[Stored items]
——————

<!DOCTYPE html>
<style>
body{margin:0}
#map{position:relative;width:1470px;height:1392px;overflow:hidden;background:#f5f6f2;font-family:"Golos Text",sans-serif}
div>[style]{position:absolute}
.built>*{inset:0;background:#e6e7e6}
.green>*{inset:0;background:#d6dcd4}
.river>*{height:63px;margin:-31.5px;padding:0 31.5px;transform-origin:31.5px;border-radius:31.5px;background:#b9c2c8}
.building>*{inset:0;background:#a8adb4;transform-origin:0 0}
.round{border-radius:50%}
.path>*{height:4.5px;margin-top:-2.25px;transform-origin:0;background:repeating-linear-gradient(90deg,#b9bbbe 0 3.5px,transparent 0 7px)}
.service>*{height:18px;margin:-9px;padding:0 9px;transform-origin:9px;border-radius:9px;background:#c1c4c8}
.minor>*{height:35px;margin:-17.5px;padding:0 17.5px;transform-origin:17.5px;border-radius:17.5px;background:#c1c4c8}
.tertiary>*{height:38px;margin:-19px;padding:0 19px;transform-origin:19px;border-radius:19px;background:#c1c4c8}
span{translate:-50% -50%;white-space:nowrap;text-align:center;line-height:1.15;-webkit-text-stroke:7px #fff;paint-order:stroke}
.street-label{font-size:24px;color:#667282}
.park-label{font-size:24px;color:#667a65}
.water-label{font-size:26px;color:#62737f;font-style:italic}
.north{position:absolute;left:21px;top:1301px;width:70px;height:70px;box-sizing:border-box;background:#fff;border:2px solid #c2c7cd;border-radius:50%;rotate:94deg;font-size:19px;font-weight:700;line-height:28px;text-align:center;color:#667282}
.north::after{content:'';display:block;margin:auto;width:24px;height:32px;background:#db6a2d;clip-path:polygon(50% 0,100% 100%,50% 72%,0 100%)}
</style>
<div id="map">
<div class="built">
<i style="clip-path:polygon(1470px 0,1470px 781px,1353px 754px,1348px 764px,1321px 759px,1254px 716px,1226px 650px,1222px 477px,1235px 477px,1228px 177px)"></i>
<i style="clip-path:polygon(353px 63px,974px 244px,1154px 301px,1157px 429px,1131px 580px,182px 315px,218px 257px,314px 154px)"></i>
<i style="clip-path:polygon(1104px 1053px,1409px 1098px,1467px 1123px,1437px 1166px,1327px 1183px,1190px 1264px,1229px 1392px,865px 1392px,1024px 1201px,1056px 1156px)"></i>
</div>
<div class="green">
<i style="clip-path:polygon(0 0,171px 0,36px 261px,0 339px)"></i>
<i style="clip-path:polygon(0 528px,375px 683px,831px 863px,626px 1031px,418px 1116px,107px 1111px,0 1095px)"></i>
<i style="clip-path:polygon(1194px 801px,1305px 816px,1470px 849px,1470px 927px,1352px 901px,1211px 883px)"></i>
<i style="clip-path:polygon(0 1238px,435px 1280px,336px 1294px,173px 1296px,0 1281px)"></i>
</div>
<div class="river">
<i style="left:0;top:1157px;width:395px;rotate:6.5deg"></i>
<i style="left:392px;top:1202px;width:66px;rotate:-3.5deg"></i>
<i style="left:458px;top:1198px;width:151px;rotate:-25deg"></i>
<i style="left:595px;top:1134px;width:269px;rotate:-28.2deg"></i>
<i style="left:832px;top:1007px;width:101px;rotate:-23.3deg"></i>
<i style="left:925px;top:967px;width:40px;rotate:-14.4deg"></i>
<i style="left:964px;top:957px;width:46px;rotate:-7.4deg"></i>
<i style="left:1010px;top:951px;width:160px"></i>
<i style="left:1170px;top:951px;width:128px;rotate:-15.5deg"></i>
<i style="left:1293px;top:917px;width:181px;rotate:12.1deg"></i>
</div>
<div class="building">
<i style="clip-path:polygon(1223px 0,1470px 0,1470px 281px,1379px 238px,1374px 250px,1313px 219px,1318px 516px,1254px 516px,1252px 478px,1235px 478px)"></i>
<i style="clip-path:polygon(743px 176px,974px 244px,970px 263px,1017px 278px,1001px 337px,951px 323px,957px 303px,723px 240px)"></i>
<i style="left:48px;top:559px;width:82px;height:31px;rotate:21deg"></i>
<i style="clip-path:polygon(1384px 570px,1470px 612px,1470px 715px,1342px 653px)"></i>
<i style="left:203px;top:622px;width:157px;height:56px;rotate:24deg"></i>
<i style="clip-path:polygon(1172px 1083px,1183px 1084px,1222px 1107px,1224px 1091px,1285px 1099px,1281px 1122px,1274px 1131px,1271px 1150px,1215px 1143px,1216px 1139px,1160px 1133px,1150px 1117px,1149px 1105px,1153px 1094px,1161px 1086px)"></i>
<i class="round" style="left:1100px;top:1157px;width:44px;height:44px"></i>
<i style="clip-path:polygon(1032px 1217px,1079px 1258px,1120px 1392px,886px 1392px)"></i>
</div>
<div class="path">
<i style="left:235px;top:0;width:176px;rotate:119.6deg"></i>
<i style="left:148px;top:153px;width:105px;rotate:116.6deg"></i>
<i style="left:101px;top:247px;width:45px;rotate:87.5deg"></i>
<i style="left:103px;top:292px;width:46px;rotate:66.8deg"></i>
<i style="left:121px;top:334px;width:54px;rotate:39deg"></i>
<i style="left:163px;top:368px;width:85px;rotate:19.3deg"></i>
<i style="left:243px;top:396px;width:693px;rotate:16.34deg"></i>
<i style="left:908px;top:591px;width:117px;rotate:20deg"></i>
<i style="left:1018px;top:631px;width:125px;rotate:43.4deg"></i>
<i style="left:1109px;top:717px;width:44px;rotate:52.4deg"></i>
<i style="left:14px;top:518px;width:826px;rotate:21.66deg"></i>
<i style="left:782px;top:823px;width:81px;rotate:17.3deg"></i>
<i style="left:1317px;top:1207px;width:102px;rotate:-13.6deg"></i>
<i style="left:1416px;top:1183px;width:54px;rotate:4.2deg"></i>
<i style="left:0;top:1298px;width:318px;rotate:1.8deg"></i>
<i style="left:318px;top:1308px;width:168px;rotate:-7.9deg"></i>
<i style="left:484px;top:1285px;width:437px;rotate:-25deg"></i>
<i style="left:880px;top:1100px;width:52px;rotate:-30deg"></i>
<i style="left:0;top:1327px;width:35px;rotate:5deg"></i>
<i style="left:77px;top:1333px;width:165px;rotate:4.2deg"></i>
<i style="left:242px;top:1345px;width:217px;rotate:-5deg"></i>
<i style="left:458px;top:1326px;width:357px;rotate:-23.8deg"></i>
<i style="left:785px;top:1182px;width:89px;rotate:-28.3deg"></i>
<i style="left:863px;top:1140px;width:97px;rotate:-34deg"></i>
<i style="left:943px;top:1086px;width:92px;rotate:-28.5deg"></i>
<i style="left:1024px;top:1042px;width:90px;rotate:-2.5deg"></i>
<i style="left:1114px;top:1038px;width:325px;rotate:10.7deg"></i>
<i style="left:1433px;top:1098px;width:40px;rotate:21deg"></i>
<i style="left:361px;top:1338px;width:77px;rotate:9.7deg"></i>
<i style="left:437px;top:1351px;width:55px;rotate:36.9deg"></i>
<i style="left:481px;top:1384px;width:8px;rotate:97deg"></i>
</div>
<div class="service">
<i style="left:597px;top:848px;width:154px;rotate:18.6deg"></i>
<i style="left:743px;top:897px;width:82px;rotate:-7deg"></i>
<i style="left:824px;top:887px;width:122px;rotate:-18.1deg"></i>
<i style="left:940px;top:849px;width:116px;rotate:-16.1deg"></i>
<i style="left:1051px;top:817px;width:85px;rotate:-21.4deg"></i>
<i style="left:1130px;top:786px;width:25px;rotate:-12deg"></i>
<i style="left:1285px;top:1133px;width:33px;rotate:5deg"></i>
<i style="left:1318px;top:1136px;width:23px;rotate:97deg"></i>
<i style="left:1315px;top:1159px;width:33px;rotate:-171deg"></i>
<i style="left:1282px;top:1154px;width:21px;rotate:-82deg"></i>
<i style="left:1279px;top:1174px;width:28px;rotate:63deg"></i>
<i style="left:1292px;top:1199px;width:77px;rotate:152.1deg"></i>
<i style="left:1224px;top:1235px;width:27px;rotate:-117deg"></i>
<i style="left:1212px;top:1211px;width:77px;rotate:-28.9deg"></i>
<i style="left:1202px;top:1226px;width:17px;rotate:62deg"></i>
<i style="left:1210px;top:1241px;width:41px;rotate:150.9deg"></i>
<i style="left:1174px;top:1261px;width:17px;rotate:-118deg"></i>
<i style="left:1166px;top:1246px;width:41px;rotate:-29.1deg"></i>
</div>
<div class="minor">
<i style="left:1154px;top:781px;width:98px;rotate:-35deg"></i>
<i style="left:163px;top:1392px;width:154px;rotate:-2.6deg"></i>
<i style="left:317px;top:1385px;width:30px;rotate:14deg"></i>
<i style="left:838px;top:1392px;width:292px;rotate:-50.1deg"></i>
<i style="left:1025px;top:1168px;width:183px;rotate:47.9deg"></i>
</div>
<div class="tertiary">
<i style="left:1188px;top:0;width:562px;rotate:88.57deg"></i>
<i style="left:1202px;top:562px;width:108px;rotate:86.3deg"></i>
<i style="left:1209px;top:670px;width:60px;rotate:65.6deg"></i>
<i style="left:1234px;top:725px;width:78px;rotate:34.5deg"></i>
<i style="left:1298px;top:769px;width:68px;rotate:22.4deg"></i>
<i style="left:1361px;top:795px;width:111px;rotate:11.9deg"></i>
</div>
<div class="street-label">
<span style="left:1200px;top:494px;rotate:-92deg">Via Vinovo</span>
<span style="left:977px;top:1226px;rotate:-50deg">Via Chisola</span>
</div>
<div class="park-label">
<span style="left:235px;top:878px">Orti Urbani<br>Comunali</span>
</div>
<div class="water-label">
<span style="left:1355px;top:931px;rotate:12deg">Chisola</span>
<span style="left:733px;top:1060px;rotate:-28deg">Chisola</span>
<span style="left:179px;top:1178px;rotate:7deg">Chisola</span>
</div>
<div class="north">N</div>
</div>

——————

§ PROBLEM REQUIREMENTS
Report only how many lines above include "river".

§ RESULT OF THIS TASK
2